[Opening Data under study section]

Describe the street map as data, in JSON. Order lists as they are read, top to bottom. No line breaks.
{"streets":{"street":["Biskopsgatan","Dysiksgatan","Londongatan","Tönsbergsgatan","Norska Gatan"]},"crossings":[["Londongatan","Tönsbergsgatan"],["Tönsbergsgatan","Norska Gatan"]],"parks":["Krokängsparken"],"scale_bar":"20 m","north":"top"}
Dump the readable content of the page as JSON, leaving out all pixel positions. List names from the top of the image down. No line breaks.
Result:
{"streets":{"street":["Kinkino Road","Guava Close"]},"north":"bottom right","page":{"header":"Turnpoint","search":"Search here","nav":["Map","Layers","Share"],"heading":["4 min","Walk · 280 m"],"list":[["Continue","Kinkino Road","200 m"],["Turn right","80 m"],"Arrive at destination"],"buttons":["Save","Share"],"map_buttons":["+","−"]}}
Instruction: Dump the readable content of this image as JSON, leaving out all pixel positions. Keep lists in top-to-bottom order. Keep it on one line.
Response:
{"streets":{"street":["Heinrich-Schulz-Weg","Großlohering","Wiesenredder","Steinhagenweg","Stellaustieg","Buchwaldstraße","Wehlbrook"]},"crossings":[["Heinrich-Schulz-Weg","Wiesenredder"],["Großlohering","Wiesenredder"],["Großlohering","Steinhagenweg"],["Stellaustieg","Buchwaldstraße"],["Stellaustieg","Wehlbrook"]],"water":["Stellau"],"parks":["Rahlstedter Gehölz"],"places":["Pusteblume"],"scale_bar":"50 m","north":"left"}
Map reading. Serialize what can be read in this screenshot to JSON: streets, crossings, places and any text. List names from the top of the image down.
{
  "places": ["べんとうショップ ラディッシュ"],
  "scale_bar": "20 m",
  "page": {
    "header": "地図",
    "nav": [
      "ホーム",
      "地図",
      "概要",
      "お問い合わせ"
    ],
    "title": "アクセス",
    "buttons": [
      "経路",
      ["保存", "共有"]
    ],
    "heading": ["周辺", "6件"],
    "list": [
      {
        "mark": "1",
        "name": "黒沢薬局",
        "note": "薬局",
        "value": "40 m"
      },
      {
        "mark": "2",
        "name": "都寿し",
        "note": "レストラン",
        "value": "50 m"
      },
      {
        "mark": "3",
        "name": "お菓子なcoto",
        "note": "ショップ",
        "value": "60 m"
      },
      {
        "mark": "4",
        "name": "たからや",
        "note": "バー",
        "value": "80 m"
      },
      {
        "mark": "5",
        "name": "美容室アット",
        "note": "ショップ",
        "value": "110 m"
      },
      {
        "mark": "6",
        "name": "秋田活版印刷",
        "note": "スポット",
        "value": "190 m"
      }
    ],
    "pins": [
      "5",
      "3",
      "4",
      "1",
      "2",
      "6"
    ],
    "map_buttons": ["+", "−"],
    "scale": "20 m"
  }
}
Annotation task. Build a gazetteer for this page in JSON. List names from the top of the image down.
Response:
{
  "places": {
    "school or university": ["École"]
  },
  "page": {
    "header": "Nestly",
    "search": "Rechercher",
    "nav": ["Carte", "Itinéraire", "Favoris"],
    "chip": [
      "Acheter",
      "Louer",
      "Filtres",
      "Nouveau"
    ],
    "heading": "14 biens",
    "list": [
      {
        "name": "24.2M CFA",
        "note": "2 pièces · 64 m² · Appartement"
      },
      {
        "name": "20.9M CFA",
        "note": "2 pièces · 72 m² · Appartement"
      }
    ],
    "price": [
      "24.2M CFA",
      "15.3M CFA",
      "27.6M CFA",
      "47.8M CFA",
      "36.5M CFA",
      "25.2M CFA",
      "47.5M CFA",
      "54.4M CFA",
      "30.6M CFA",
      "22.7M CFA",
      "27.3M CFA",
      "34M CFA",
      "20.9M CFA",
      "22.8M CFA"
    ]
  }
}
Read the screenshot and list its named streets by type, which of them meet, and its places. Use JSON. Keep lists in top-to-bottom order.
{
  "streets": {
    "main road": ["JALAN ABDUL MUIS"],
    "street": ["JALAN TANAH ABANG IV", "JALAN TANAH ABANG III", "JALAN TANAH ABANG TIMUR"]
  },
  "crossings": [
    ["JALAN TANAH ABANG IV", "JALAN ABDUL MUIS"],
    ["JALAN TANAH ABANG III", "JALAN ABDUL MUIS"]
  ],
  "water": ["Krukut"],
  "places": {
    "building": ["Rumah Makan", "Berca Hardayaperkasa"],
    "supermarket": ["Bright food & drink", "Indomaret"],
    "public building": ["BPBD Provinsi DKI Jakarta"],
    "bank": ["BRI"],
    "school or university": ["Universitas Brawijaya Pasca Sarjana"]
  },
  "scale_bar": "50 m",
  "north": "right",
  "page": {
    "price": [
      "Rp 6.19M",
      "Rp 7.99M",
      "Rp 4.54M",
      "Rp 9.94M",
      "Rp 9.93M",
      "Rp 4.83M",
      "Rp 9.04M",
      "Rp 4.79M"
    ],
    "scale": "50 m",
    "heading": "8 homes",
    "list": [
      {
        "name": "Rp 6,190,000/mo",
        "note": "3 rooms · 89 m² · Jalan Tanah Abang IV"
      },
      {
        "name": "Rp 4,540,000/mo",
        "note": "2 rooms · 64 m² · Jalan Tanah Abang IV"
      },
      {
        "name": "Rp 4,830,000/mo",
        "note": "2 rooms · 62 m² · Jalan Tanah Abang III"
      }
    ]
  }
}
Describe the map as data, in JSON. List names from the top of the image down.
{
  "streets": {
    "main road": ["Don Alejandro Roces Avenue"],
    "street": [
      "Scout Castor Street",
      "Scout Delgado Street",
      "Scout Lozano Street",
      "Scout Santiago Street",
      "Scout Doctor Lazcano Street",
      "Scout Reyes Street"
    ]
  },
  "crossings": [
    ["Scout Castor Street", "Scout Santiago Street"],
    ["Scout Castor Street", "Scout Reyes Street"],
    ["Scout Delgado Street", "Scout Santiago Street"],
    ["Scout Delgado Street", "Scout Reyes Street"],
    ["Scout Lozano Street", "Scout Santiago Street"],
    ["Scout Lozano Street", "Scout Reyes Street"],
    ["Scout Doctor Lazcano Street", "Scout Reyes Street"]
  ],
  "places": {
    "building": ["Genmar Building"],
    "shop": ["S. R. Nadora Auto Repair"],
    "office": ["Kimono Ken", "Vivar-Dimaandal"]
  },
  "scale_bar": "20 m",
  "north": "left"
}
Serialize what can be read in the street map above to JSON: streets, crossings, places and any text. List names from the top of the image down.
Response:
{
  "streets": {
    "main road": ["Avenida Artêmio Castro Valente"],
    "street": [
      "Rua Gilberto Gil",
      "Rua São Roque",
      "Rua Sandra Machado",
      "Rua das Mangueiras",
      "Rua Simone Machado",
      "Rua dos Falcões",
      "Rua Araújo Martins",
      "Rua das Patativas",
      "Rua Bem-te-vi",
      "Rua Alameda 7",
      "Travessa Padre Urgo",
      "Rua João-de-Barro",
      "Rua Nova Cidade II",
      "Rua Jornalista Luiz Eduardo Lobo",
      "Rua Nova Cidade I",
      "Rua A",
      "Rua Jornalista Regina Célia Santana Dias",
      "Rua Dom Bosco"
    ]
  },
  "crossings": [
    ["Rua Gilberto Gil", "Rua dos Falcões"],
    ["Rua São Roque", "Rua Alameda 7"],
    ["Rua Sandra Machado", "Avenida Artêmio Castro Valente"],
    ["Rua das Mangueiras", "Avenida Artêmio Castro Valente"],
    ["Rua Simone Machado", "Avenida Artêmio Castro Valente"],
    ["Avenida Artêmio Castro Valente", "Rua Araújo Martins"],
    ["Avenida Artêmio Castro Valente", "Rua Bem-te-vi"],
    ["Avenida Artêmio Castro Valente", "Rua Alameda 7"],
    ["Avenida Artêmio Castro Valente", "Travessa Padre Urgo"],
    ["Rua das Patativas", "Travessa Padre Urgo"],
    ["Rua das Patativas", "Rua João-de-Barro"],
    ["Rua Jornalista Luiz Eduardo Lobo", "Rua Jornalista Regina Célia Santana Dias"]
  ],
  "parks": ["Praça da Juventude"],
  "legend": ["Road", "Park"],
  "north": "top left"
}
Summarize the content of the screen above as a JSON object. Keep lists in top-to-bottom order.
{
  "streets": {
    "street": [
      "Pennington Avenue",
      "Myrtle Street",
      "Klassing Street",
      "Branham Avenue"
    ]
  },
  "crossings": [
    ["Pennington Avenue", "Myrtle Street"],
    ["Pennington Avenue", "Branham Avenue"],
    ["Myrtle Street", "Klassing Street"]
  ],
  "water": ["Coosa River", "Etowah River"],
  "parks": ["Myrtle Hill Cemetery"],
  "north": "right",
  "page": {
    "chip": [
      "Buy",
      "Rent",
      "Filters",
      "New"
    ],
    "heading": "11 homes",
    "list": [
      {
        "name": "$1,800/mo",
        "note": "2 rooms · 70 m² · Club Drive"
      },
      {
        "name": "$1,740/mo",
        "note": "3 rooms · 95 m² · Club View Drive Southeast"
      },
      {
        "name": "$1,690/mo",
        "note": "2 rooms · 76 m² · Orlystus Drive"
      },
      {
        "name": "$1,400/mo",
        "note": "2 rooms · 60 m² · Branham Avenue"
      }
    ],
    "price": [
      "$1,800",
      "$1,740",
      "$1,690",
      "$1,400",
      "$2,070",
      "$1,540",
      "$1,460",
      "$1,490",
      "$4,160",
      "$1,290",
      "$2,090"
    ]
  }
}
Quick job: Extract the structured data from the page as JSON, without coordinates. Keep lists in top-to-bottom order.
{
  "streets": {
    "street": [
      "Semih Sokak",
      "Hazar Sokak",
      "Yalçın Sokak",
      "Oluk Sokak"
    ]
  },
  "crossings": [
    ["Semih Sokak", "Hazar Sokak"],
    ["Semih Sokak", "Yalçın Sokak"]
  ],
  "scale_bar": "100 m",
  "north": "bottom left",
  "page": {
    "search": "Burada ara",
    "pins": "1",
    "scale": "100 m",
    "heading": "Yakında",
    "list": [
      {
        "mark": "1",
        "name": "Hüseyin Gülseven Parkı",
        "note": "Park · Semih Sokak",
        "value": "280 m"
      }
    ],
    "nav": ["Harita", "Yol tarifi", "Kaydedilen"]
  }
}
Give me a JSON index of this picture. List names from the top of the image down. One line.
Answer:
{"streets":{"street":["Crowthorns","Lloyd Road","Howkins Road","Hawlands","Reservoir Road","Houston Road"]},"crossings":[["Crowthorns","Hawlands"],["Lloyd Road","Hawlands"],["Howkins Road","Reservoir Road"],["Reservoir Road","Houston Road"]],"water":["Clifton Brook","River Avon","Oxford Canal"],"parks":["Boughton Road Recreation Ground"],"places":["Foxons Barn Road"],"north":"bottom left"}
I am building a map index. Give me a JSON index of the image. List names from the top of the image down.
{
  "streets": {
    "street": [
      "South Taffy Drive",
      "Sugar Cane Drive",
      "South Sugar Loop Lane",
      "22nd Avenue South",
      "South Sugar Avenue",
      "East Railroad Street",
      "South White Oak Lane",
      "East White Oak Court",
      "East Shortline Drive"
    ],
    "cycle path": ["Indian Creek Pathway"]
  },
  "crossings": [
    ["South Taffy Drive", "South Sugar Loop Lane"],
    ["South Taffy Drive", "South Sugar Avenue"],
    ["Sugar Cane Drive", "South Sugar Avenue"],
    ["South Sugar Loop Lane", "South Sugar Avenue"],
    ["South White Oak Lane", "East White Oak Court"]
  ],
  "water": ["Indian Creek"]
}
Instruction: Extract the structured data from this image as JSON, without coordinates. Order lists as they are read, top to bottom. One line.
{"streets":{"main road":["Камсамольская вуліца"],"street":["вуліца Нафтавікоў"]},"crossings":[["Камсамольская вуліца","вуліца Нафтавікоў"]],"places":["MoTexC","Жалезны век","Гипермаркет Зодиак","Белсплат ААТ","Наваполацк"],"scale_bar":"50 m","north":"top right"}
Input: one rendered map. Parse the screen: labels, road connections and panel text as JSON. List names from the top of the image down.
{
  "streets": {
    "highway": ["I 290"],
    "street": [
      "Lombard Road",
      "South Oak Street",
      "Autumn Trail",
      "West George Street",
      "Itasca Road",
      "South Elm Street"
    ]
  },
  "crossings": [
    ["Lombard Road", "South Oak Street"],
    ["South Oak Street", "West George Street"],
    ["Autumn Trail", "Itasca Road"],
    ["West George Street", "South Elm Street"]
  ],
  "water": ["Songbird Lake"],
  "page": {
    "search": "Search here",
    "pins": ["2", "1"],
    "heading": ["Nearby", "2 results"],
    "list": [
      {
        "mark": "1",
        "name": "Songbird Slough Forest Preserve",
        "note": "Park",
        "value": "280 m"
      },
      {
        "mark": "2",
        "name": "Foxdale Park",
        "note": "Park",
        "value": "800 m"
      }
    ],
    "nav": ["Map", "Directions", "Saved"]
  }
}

[Closing Data under study section]

Try it
What are the lines of the data above that include the string "Trail"? Copy them.

Exercise output
      "Autumn Trail",
    ["Autumn Trail", "Itasca Road"],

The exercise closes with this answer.